IPSWICH Town footballing legend Sir Bobby Robson has today called for a rethink of plans to scrap some cancer services from Ipswich Hospital.Robson said he received outstanding care from Ipswich Hospital when he was diagnosed with a life-threatening malignant melanoma behind his eye.

Rebecca Lefort

IPSWICH Town footballing legend Sir Bobby Robson has today called for a rethink of plans to scrap some cancer services from Ipswich Hospital.

Robson said he received outstanding care from Ipswich Hospital when he was diagnosed with a life-threatening malignant melanoma behind his eye.

Now, the Anglia Cancer Network (ACN) is recommending that patients needing surgery for head and neck cancer should travel to Norwich for treatment.

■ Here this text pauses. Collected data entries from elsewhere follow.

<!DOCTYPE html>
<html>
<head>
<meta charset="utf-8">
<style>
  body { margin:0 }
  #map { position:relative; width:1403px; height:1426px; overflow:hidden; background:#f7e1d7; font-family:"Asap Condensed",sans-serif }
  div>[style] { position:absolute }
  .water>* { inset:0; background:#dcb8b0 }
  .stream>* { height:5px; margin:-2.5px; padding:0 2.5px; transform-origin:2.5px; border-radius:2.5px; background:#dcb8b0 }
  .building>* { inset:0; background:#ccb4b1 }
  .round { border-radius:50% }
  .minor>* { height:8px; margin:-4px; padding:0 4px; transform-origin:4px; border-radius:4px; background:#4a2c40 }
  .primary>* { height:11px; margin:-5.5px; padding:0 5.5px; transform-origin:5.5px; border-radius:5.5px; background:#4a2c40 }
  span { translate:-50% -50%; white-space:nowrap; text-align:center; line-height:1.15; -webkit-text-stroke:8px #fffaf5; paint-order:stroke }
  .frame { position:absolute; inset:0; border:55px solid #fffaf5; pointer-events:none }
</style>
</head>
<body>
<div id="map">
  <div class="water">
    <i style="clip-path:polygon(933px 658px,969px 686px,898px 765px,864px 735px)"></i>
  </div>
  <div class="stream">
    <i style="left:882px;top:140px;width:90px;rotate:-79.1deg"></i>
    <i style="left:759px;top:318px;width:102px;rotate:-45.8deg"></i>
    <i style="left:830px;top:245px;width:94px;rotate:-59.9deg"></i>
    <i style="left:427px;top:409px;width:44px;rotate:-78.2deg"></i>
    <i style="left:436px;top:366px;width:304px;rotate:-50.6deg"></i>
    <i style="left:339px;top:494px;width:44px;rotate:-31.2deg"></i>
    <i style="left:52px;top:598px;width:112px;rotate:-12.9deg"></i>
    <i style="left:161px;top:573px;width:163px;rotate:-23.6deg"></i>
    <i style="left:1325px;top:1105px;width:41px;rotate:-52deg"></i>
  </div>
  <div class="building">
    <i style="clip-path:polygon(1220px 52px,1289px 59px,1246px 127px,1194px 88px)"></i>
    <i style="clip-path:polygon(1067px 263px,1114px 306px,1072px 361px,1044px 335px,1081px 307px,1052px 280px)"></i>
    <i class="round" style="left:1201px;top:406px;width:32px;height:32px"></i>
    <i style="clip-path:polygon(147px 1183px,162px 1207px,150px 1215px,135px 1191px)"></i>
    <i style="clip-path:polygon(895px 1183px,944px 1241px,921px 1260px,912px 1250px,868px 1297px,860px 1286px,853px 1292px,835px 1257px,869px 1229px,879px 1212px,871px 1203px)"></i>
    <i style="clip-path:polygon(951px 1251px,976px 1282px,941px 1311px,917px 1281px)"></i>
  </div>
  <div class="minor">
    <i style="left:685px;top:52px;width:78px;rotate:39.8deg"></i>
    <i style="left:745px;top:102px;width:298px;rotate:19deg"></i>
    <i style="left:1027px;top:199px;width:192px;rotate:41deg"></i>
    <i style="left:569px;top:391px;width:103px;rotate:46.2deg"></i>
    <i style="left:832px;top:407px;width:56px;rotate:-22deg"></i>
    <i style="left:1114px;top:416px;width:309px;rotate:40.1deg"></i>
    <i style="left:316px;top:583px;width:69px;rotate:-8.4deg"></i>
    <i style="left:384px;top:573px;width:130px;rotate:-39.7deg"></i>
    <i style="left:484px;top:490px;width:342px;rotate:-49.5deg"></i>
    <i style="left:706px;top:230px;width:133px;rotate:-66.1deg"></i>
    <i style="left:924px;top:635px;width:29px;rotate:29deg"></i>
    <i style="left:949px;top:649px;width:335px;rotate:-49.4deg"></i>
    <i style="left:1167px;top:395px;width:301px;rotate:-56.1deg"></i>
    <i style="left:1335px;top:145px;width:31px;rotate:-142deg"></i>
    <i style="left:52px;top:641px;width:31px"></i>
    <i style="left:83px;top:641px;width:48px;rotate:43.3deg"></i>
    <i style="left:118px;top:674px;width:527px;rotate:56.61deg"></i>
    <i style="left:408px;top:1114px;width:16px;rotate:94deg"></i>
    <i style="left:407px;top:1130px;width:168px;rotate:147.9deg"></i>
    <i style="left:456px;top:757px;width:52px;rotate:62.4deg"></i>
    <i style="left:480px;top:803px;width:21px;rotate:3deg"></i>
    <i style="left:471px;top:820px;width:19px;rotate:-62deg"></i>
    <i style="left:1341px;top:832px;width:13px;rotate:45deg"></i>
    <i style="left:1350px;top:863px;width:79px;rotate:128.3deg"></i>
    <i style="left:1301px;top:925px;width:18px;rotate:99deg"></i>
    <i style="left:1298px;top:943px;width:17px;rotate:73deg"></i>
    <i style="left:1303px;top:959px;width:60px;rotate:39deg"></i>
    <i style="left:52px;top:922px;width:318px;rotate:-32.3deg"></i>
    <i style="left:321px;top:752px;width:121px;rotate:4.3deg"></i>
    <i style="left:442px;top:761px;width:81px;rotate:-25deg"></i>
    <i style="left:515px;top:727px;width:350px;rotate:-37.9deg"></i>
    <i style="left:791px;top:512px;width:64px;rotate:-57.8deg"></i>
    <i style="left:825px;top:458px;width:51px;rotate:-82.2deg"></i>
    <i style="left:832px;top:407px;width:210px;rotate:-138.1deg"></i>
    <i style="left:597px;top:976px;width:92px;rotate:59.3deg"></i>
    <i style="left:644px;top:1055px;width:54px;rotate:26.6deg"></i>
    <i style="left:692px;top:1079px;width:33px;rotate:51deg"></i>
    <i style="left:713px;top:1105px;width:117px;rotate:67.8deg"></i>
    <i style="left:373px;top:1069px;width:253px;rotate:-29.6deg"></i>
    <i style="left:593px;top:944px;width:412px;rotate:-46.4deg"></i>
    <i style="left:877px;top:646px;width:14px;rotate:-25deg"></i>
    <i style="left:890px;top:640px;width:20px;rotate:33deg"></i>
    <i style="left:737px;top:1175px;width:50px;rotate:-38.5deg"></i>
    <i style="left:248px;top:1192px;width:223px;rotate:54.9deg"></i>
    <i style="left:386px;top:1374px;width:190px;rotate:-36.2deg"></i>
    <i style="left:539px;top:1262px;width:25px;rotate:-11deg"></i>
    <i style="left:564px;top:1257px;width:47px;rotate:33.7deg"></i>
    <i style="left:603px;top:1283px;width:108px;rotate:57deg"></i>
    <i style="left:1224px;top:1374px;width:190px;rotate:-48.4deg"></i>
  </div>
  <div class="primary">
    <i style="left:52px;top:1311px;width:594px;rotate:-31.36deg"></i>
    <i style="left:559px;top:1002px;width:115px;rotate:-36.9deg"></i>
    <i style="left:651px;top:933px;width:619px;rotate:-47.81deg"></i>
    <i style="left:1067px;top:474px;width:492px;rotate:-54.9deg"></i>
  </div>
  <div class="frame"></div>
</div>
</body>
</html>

Robson, and the expert surgeon who he credits with saving his life, are concerned expertise may be lost and patients regularly forced to travel long distances as a result.

The 75-year-old, who is currently doing well after several battles with cancer in recent years, said: “I heard a whisper it might happen and I was perturbed about it.

“The service I had in Ipswich Hospital was first class and couldn't have been better.

“There were great facilities and I'm really disappointed some of these might be removed from the Ipswich area.

“Norwich is a long way to go and not everyone can afford the travel.

“If there is a campaign to keep head and neck cancer surgery in Ipswich I'll be the first to support it.”

Sir Bobby said he understood that some specialist treatments would always result in patients needing to travel, as he did in 1995 when he had the malignant melanoma removed from behind his eye at the cancer-only hospital, The Royal Marsden in London.

But Sir Bobby said the complex operation, which involved surgeons going through the roof of Robson's mouth to reach the tumour, was made easier by the presence of specialist oral health surgeon Huw Davies, who still works at Ipswich Hospital, operating on head and neck cancer patients.

He also had radiotherapy and post-care treatment at Ipswich and said he was impressed by the hospital's department.

A public consultation into the proposed changes, which would still see initial diagnosis and follow-up care at Ipswich Hospital, will now run until June 4 this year.

Copies of the consultation document are available at www.suffolkpct.nhs.uk/consultation.

Later this year there will also be forums in Aldeburgh, Stowmarket, Kesgrave and Bury St Edmunds.